Re: [PATCH 2/2] iommu/iova: Improve restart logic

From: John Garry <john.garry@huawei.com>
To: Robin Murphy <robin.murphy@arm.com>, <joro@8bytes.org>
Cc: Linuxarm <linuxarm@huawei.com>, <linux-kernel@vger.kernel.org>,
	<iommu@lists.linux-foundation.org>, <vjitta@codeaurora.org>
Subject: Re: [PATCH 2/2] iommu/iova: Improve restart logic
Date: Thu, 18 Mar 2021 11:38:49 +0000	[thread overview]
Message-ID: <6cea11f9-e98d-98cb-6789-93abd8833fa0@huawei.com> (raw)
In-Reply-To: <d8e80756-a628-3a0d-77ac-1e9df734f1c5@huawei.com>

On 10/03/2021 17:47, John Garry wrote:
> On 09/03/2021 15:55, John Garry wrote:
>> On 05/03/2021 16:35, Robin Murphy wrote:
>>
>> Hi Robin,
>>
>>> When restarting after searching below the cached node fails, resetting
>>> the start point to the anchor node is often overly pessimistic. If
>>> allocations are made with mixed limits - particularly in the case of the
>>> opportunistic 32-bit allocation for PCI devices - this could mean
>>> significant time wasted walking through the whole populated upper range
>>> just to reach the initial limit. 
>>
>> Right
>>
>>> We can improve on that by implementing
>>> a proper tree traversal to find the first node above the relevant limit,
>>> and set the exact start point.
>>
>> Thanks for this. However, as mentioned in the other thread, this does 
>> not help our performance regression Re: commit 4e89dce72521.
>>
>> And mentioning this "retry" approach again, in case it was missed, 
>> from my experiment on the affected HW, it also has generally a 
>> dreadfully low success rate - less than 1% for the 32b range retry. 
>> Retry rate is about 20%. So I am saying from this 20%, less than 1% of 
>> those succeed.
>>
> 
> So since the retry means that we search through the complete pfn range 
> most of the time (due to poor success rate), we should be able to do a 
> better job at maintaining an accurate max alloc size, by calculating it 
> from the range search, and not relying on max alloc failed or resetting 
> it frequently. Hopefully that would mean that we're smarter about not 
> trying the allocation.

So I tried that out and we seem to be able to scrap back an appreciable 
amount of performance.
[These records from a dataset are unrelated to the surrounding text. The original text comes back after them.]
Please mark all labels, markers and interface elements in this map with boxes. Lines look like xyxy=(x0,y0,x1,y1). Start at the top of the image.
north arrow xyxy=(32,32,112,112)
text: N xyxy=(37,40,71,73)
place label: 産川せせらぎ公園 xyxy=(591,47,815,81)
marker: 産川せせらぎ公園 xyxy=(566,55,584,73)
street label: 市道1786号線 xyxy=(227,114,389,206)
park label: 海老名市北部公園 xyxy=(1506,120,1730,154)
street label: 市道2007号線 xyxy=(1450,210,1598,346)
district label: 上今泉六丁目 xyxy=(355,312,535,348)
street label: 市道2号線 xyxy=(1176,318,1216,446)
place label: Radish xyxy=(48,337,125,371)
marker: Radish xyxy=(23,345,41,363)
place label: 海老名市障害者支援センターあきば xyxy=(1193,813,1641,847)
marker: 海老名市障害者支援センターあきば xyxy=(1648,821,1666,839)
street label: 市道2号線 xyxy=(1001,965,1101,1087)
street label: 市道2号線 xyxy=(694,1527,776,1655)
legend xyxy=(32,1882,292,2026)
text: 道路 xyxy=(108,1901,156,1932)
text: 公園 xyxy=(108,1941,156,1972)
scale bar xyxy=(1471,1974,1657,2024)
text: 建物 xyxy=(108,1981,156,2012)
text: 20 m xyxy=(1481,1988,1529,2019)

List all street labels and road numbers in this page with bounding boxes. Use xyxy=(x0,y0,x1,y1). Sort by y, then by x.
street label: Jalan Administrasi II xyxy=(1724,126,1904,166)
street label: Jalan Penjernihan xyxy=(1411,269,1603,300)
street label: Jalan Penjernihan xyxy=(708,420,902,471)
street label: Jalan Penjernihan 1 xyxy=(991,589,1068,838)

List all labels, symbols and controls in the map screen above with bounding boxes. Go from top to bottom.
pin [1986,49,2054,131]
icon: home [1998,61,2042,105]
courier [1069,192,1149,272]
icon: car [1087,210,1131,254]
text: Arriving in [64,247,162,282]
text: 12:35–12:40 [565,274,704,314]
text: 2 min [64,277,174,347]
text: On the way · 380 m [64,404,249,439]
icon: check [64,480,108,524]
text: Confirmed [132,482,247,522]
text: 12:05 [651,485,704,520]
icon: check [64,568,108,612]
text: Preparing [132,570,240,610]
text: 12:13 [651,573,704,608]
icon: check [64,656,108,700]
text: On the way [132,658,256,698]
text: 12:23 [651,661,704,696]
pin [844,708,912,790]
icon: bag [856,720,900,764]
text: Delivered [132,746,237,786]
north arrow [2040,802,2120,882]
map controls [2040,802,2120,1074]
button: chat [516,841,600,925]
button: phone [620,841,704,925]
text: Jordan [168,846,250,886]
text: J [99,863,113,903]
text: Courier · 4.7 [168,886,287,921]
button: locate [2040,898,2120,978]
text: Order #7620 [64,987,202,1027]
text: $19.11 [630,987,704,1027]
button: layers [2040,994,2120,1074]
Maybe 80% of original, with with another change, 
below.

Thanks,
John

> 
> 
>>
>>>
>>> Signed-off-by: Robin Murphy <robin.murphy@arm.com>
>>> ---
>>>   drivers/iommu/iova.c | 39 ++++++++++++++++++++++++++++++++++++++-
>>>   1 file changed, 38 insertions(+), 1 deletion(-)
>>>
>>> diff --git a/drivers/iommu/iova.c b/drivers/iommu/iova.c
>>> index c28003e1d2ee..471c48dd71e7 100644
>>> --- a/drivers/iommu/iova.c
>>> +++ b/drivers/iommu/iova.c
>>> @@ -154,6 +154,43 @@ __cached_rbnode_delete_update(struct iova_domain 
>>> *iovad, struct iova *free)
>>>           iovad->cached_node = rb_next(&free->node);
>>>   }
>>> +static struct rb_node *iova_find_limit(struct iova_domain *iovad, 
>>> unsigned long limit_pfn)
>>> +{
>>> +    struct rb_node *node, *next;
>>> +    /*
>>> +     * Ideally what we'd like to judge here is whether limit_pfn is 
>>> close
>>> +     * enough to the highest-allocated IOVA that starting the 
>>> allocation
>>> +     * walk from the anchor node will be quicker than this initial 
>>> work to
>>> +     * find an exact starting point (especially if that ends up 
>>> being the
>>> +     * anchor node anyway). This is an incredibly crude 
>>> approximation which
>>> +     * only really helps the most likely case, but is at least 
>>> trivially easy.
>>> +     */
>>> +    if (limit_pfn > iovad->dma_32bit_pfn)
>>> +        return &iovad->anchor.node;
>>> +
>>> +    node = iovad->rbroot.rb_node;
>>> +    while (to_iova(node)->pfn_hi < limit_pfn)
>>> +        node = node->rb_right;
>>> +
>>> +search_left:
>>> +    while (node->rb_left && to_iova(node->rb_left)->pfn_lo >= 
>>> limit_pfn)
>>> +        node = node->rb_left;
>>> +
>>> +    if (!node->rb_left)
>>> +        return node;
>>> +
>>> +    next = node->rb_left;
>>> +    while (next->rb_right) {
>>> +        next = next->rb_right;
>>> +        if (to_iova(next)->pfn_lo >= limit_pfn) {
>>> +            node = next;
>>> +            goto search_left;
>>> +        }
>>> +    }
>>> +
>>> +    return node;
>>> +}
>>> +
>>>   /* Insert the iova into domain rbtree by holding writer lock */
>>>   static void
>>>   iova_insert_rbtree(struct rb_root *root, struct iova *iova,
>>> @@ -219,7 +256,7 @@ static int __alloc_and_insert_iova_range(struct 
>>> iova_domain *iovad,
>>>           if (low_pfn == iovad->start_pfn && retry_pfn < limit_pfn) {
>>>               high_pfn = limit_pfn;
>>>               low_pfn = retry_pfn;
>>> -            curr = &iovad->anchor.node;
>>> +            curr = iova_find_limit(iovad, limit_pfn);

I see that it is now applied. However, alternatively could we just add a 
zero-length 32b boundary marker node for the 32b pfn restart point?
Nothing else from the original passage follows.